What are you wearing?
Jerseys often say something about the wearer.
Those draped in the special Panthers or Rangers Winter Classic jerseys clearly can afford to drop $200 to $300 on a single jersey or are liked by someone who can. Some current Panthers jerseys had “Panthers” in Hebrew. Original Panthers jersey? Rangers’ home whites or classic blues with “Messier” or even “Kypreos” on the back? Long timers. They know Stanley Cup joy and playoff-less pain.
Then again, Joey Cross of Selden, Long Island, was born in 1996, 18 years after the Rangers last wore the Rangers logo-centered jersey associated with two disappointing seasons from 1976-78.
“I’m an aficionado of vintage Rangers memorabilia,” said Cross, who joins his Pompano Beach-based family each winter for Rangers-Panthers games in Sunrise.
Cross’ sister, Brooke Cross, came double jerseyed — Rangers’ road blues over a Panthers’ Brad Marchand jersey, an arrangement reflecting the order of her devotion.

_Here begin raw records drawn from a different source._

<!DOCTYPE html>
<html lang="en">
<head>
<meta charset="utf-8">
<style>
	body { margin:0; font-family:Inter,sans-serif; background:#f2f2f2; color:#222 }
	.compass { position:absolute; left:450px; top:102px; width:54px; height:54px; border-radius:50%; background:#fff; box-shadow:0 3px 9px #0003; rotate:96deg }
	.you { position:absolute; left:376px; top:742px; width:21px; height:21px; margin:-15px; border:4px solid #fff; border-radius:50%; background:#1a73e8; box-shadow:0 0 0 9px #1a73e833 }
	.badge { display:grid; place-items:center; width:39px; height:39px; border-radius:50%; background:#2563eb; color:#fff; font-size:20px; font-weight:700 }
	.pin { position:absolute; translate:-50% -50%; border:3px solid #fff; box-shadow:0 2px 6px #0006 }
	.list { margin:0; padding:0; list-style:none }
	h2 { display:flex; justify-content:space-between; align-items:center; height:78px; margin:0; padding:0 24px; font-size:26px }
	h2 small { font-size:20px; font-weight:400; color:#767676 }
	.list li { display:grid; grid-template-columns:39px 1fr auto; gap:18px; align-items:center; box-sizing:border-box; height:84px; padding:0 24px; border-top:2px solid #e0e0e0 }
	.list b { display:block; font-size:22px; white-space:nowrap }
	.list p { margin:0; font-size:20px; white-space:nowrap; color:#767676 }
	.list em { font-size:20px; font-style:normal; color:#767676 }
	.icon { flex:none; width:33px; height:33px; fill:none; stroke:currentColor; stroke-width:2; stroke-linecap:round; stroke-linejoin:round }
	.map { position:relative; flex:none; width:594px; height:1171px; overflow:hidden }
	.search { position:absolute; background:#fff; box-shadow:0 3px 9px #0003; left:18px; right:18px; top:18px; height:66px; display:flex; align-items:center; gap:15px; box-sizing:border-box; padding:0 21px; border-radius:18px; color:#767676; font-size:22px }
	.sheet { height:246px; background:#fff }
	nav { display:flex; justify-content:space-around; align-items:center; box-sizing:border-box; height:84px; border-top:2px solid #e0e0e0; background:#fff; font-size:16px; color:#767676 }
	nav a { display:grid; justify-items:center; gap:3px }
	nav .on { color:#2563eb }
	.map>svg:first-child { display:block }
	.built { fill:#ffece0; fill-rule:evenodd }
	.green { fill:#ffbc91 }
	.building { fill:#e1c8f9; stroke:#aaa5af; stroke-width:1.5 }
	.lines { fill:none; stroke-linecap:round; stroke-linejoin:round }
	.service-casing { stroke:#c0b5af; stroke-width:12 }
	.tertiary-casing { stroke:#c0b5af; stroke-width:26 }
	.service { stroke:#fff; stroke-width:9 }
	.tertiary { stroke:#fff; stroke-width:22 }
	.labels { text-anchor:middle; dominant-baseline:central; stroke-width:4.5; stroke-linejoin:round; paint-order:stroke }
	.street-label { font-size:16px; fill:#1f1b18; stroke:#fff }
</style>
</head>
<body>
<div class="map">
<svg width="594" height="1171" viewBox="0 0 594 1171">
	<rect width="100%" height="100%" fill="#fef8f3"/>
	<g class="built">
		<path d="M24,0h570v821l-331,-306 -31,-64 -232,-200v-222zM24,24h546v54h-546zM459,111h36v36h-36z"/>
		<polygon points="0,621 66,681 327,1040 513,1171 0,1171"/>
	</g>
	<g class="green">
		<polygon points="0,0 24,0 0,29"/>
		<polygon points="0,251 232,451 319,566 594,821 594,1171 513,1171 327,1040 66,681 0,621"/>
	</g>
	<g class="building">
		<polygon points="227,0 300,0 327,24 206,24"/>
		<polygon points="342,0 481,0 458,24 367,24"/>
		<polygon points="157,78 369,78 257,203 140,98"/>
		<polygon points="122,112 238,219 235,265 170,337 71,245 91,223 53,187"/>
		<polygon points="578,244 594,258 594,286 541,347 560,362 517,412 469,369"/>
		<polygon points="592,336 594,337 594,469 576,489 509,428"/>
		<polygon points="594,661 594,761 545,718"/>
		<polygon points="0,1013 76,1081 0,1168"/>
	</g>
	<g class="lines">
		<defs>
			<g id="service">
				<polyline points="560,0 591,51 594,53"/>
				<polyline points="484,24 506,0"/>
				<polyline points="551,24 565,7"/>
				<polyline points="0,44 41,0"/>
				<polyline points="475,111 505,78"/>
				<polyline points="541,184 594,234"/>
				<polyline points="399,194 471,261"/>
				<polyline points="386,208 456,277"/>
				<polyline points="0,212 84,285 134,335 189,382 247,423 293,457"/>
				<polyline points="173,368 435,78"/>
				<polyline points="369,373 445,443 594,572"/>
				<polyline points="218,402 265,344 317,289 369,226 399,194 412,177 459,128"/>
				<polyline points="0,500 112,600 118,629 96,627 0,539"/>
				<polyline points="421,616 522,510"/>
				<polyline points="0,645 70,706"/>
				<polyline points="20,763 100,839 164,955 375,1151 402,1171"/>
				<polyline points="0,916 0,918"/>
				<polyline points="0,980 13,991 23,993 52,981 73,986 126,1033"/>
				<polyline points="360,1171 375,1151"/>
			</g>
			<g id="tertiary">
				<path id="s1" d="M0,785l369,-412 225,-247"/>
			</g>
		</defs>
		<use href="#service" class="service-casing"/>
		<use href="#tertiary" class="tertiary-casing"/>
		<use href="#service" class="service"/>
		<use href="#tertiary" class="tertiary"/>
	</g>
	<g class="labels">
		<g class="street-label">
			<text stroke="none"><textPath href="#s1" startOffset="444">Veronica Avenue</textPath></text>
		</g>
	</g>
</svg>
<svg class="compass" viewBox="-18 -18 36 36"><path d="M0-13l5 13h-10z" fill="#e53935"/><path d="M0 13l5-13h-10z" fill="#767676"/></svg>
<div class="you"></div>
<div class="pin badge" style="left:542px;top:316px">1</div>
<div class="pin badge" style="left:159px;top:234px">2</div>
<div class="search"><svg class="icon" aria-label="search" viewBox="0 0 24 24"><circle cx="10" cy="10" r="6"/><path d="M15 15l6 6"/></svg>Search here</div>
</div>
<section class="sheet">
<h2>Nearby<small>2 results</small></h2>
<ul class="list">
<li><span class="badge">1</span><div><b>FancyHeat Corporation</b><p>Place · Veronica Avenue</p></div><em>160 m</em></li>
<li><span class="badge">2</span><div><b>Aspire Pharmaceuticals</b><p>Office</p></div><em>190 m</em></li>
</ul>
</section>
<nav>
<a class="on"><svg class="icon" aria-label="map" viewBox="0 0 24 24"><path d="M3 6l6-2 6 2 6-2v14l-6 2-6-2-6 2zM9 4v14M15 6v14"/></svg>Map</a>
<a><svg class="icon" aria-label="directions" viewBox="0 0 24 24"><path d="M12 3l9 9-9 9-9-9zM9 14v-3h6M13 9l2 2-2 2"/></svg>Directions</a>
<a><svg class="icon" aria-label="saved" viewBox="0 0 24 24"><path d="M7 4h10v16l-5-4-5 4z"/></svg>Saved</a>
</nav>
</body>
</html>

Soon after, the Rangers stepped off the team bus on Northwest Sixth Street sporting white pants and short sleeve shirts, looking ready for less a dominos game than an oceanfront bar business meeting.
A half-hour later, the Panthers arrived on Miami time and Miami style, rolling up in a parade of Ferraris and other high-end performance cars, clad in Crockett-and-Tubbs jackets, slacks and pastel pink shirts. Injured stars Matthew Tkachuk and captain Sasha Barkov emerged from the lead car sporting smiles and cigars.
First on the scene
Before the NHL pregame fences blocked off Northeast 16th Avenue, popular with the area’s walkers, runners and baby strollers, the first two fans in Panthers jerseys sat on a bench watching the setup for the Friday night fuss.
The Buchkos of Johnstown, Pennsylvania, actually are Pittsburgh Penguins fans, as Megan Buchko’s hat proclaimed. But, she and husband LesPaul (his family are guitarists) are general puckheads who like physical players.
“She’s a huge Tkachuk fan, I’m a huge Sam Bennett fan,” LesPaul Buchko said. “We watch a bunch of NHL games and we have different players we love from different teams. And, we said, ‘It’s January, we have a foot of snow at home. Might as well go to Miami and watch some hockey. Make a whole vacation out of it.’”
They wanted to swim in a part of the ocean where they could see the bottom, as well as swim in Miami’s cultures. As trend trackers say about Gen Z, they collect experiences more than things.
“We have 80 or so good years on this Earth,” LesPaul said. “We want to do as much with that as we can.”